Y, de pronto, ocurrió. Me encontré con una de las mejores películas que he visto en mucho tiempo y, desde luego, con uno de los trabajos españoles más impresionantes de los últimos años. Así, en forma de thriller carcelario. Qué sorpresa.

Celda 211 es entretenida. Entretenida en el buen sentido, no en ese que utilizas para decir que algo se puede ver pero no aporta demasiado. Durante las casi dos horas que dura no te distraes ni un momento, y además te pasas la mayor parte del tiempo con una angustia que se te agarra a la tripa y que no puedes quitarte.

Pero es muchísimo más. A través de una historia de acción que engancharía al tío más simple del mundo, plantea cuestiones a las que cualquier cultureta se podría pasar horas dando vueltas. El absurdo de la política. El clásico "quiénes son los buenos y quiénes son los malos". La moral relativa. Lo del fin que justifica los medios y lo cómodo que resulta dejar que sea otro el que se haga cargo de lo incómodo.
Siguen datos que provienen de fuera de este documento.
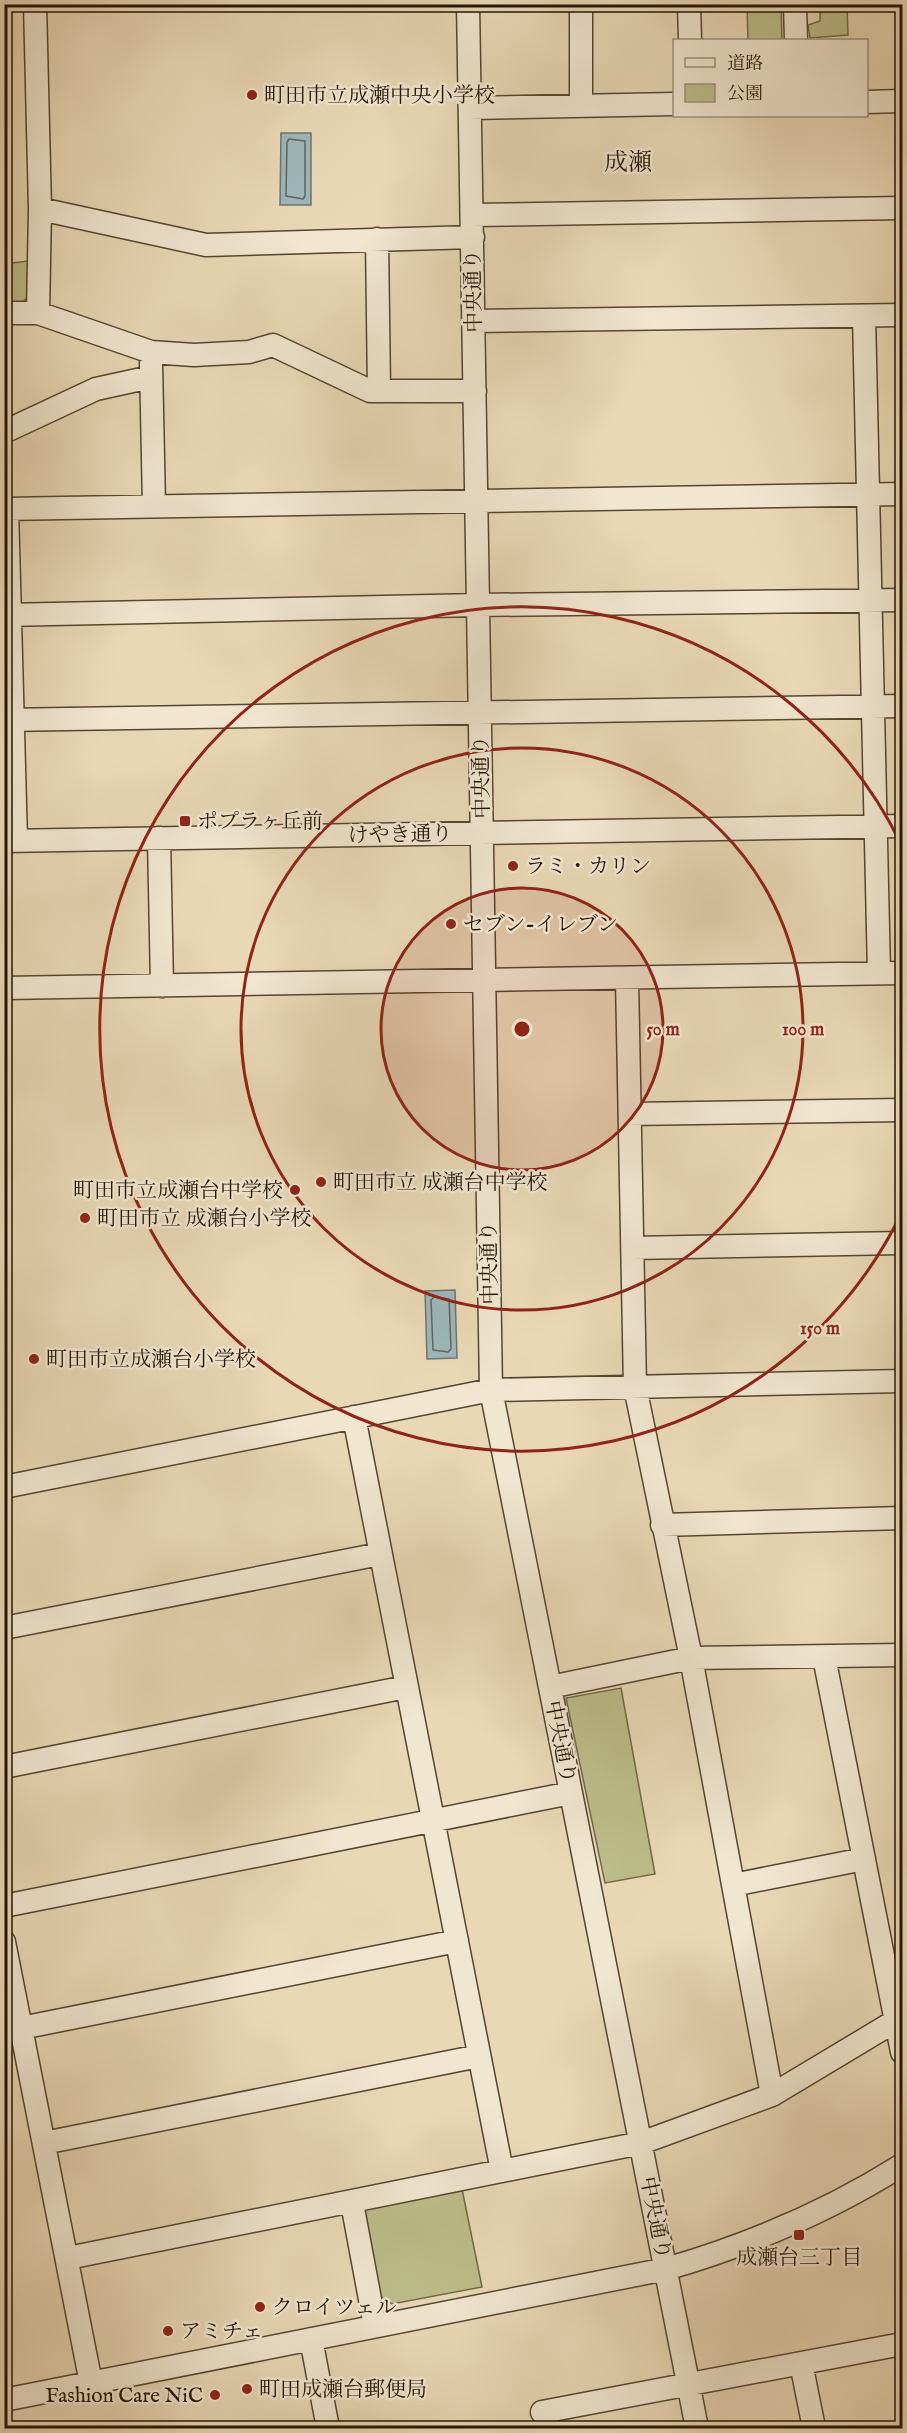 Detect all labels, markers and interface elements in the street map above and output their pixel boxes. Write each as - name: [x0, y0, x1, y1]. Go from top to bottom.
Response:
- legend: [673, 39, 868, 117]
- text: 道路: [727, 53, 763, 76]
- place label: 町田市立成瀬中央小学校: [264, 83, 495, 110]
- text: 公園: [727, 83, 763, 106]
- marker: 町田市立成瀬中央小学校: [245, 88, 259, 102]
- district label: 成瀬: [604, 148, 652, 179]
- street label: 中央通り: [460, 249, 489, 333]
- street label: 中央通り: [468, 735, 497, 819]
- place label: ポプラヶ丘前: [197, 809, 323, 836]
- marker: ポプラヶ丘前: [178, 814, 192, 828]
- street label: けやき通り: [347, 821, 453, 850]
- place label: ラミ・カリン: [525, 854, 651, 881]
- marker: ラミ・カリン: [506, 859, 520, 873]
- place label: セブン-イレブン: [463, 912, 618, 939]
- marker: セブン-イレブン: [444, 917, 458, 931]
- centre of rings: [512, 1019, 532, 1039]
- text: 50 m: [646, 1019, 680, 1042]
- text: 100 m: [782, 1019, 824, 1042]
- place label: 町田市立 成瀬台中学校: [333, 1170, 548, 1197]
- marker: 町田市立 成瀬台中学校: [314, 1175, 328, 1189]
- place label: 町田市立成瀬台中学校: [73, 1178, 283, 1205]
- marker: 町田市立成瀬台中学校: [288, 1183, 302, 1197]
- place label: 町田市立 成瀬台小学校: [97, 1206, 312, 1233]
- marker: 町田市立 成瀬台小学校: [78, 1211, 92, 1225]
- street label: 中央通り: [476, 1221, 505, 1305]
- text: 150 m: [800, 1318, 840, 1341]
- place label: 町田市立成瀬台小学校: [46, 1347, 256, 1374]
- marker: 町田市立成瀬台小学校: [27, 1352, 41, 1366]
- street label: 中央通り: [538, 1698, 581, 1786]
- street label: 中央通り: [633, 2174, 676, 2262]
- marker: 成瀬台三丁目: [792, 2228, 806, 2242]
- place label: 成瀬台三丁目: [736, 2245, 862, 2272]
- place label: クロイツェル: [272, 2295, 397, 2322]
- marker: クロイツェル: [253, 2300, 267, 2314]
- place label: アミチェ: [180, 2319, 263, 2346]
- marker: アミチェ: [161, 2324, 175, 2338]
- place label: 町田成瀬台郵便局: [259, 2377, 427, 2404]
- marker: 町田成瀬台郵便局: [240, 2382, 254, 2396]
- place label: Fashion Care NiC: [45, 2383, 203, 2410]
- marker: Fashion Care NiC: [208, 2388, 222, 2402]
Y, claro está, el demoledor hecho de que cualquiera podría ser un monstruo.

Ni siquiera se permite caer en el recurso fácil de los presidiarios atractivos. No, aquí no está Prison Break ni el Morgan Freeman de Cadena perpetua, sino un montón de tipos bestias y repugnantes. Y, aún así, funciona.

El trabajo de los actores es básico. Todo el mundo hablará de Luis Tosar, pero no convendría perder de vista a Alberto Ammann, que consigue hacer creíble un papel nada sencillo y rematar una producción impecable y eficaz, que podría haber fallado en muchos detalles y no lo hace en ninguno.

¿Quién lo iba a decir? Un peliculón.

Lo mejor: El ritmo, los actores, los personajes, su credibilidad... ¡Todo!
Lo peor: Esos flashbacks innecesarios.